I moved back to the US in 2007 because I felt like I was needed here and I wanted to spend a little time with my aging relatives before they passed on. Unfortunately, like many returning emigrants all over the world, when I came back to the US, I was lost. I didn’t feel I could be ‘me’ and I couldn’t settle. Within 8 months, I had a plane ticket and job back in Ireland with my old agency. However, the day before I left, I knew I couldn’t go back…not to live…not at that time. Whether I wanted to admit it or not and whether I felt fully comfortable or not, I was supposed to be back in Everett, Washington with my mom and near the rest of my family.
It was the right decision.
Within just a few short years, my great-aunt passed away, two years later, my beloved grandma died and then the following year my mom was diagnosed with dementia after several years of declining health.
And now…life circumstances are a little different. Wandering for the sake of it is no longer an option. Since 2012, my mom’s condition has progressed dramatically. Just living a few hours drive from her occasionally poses challenges. Then, in 2015, I married an amazing man and became part of his family too. I can’t and don’t want to just go traipsing around everywhere without them. Our son is doing well in school, academically, socially and emotionally. He is one of the most resilient, well-adjusted teenagers I have ever known. What parent wants to mess with that if they don’t have to? However, in order to stay where we are, we need a certain level of consistent income. Instead of asking questions like, “what do we want to do?” or “where do we want to be?” The question became, “what do we need?” Do we need me to work in my field bringing in the same level of income that I have in the past? Do we just need me to bring in a full-time income at a level that is liveable here? OR…something else altogether?
That brings me to the quote by Joseph Campbell. It’s not that I was thinking of my self-preservation or that my consciousness has undergone a heroic transformation. It’s just that once I started looking at our circumstances from the perspective of a parent, caregiver and member of a family first, the answer to the question was clear.
My friend’s question was a gift from God. It was the blessing I needed at just the right moment. All I needed to receive it was to stop, take my ego out of the equation and allow myself to be vulnerable. I had to let go of the outcome, and be open to any possibility.
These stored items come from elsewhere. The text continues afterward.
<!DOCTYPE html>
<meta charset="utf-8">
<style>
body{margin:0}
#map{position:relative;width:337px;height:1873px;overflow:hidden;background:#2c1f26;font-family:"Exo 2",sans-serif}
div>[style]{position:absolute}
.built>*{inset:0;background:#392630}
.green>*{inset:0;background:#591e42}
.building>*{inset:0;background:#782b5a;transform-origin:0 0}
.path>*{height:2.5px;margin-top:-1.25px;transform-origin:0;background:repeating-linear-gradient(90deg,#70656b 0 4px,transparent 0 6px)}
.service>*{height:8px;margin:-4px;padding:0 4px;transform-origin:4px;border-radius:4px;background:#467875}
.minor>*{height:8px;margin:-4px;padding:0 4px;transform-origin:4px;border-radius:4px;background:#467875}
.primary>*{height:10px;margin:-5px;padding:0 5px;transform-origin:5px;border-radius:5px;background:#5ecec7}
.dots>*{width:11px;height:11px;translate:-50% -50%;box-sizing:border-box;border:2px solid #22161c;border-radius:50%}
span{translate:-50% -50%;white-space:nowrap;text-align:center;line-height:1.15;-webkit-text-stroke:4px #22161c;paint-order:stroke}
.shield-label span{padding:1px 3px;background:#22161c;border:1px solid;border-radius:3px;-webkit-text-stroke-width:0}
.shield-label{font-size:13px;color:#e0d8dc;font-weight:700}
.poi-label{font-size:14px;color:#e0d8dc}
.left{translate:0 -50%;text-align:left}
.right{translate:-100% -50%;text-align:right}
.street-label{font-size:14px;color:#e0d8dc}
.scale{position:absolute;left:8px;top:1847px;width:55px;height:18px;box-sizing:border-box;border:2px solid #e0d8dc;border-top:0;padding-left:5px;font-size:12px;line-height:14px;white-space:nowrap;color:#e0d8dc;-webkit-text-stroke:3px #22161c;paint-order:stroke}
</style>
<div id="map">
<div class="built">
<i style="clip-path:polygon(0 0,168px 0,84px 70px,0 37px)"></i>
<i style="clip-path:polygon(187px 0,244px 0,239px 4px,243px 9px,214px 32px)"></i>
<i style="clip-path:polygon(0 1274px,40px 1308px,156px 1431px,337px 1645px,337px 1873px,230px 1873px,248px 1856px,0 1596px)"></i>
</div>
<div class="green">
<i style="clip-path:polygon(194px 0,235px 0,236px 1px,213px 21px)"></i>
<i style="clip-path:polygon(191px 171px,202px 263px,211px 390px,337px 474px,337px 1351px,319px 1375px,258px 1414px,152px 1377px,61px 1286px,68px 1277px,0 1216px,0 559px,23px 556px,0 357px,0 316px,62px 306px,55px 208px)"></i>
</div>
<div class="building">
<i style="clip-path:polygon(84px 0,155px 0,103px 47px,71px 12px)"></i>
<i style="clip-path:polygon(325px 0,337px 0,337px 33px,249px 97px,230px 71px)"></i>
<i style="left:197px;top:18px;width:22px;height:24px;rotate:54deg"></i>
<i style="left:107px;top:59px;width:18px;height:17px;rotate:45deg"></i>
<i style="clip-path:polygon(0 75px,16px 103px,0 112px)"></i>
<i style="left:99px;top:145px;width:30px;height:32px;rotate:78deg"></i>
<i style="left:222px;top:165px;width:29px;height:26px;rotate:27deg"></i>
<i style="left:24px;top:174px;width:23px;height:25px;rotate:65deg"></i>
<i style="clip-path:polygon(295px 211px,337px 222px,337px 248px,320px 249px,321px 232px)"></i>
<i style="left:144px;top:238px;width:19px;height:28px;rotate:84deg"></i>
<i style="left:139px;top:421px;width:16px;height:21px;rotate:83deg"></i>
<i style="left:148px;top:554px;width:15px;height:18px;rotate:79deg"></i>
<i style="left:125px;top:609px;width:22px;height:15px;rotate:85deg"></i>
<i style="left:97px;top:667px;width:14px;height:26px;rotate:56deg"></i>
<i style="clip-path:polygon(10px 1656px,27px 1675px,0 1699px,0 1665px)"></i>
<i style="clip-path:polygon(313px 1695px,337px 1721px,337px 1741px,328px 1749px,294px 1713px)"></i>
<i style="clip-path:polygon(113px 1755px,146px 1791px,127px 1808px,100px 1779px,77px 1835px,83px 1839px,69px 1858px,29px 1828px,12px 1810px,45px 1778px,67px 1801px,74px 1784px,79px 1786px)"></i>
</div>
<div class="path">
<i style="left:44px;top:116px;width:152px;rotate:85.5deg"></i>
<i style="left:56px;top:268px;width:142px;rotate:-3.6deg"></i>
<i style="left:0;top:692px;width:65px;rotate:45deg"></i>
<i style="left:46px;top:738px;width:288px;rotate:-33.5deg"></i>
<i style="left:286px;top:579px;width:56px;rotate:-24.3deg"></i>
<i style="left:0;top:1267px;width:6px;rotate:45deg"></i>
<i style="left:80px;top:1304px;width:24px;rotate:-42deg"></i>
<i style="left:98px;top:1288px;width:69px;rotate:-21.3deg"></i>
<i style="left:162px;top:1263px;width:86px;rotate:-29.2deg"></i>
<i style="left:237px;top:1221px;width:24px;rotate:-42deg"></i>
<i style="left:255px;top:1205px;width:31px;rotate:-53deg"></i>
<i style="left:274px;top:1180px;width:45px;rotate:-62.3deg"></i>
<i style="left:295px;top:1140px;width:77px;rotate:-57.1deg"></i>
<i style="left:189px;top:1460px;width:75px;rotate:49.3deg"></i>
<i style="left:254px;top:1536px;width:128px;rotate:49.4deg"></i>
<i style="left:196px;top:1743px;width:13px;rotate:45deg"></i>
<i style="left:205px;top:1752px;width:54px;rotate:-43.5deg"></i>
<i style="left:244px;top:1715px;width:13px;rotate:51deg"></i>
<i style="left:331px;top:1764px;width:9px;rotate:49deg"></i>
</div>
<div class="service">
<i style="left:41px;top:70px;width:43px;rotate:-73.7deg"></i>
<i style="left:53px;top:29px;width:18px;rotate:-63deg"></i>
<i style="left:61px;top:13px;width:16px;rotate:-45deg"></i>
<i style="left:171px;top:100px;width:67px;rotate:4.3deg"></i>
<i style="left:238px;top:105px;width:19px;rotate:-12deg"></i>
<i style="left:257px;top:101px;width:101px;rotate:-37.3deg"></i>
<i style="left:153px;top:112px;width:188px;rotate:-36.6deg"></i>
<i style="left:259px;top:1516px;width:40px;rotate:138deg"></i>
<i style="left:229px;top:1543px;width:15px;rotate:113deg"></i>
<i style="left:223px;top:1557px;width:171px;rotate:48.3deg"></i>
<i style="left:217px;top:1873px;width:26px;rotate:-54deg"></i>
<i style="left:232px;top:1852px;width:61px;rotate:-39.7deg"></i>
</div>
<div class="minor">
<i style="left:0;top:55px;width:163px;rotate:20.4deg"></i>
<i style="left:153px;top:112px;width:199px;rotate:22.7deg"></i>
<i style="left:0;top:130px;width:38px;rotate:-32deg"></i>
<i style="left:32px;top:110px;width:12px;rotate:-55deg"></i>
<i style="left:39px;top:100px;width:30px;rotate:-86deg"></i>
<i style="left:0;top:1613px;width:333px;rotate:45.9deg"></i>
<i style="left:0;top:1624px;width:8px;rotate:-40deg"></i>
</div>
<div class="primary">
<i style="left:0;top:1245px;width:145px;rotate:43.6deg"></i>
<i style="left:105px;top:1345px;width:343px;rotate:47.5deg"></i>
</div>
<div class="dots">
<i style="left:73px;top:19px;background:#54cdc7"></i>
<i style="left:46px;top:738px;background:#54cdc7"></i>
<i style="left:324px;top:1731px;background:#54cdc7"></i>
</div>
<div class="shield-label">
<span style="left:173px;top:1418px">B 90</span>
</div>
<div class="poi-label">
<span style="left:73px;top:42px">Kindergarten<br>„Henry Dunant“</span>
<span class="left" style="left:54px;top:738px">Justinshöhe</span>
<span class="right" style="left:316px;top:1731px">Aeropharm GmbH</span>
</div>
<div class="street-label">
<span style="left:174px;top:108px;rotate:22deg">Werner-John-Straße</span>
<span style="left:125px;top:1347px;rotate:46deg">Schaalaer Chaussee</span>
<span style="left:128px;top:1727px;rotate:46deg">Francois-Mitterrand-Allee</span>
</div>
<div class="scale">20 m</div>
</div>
The real challenge seemed to be removing my ego and being vulnerable…now there’s a surprise. 🙂
What did I need to stay? A full-time job in Okanogan that allows me to care for my family AND contribute to my local community. Once I said it out loud, I knew it was true. It was my “AHA moment.” That is what we need as a family. THAT is what we got…last Thursday…I am delighted, honored and so full of thanks to say that I will be working with a local law firm as their receptionist and legal secretary beginning tomorrow. I am SO excited and so grateful.
Does this mean there will be no more wanders. No. I know I am not finished traveling the world, but my perspectives have changed. I have found that I value the stability I have in my life now, so traveling, when we do it, will look different.
Hmmm…could it be that I am finally on the way to becoming more “intentional?”
We’ll see. In the meantime, thank you for sharing this amazing journey, friends!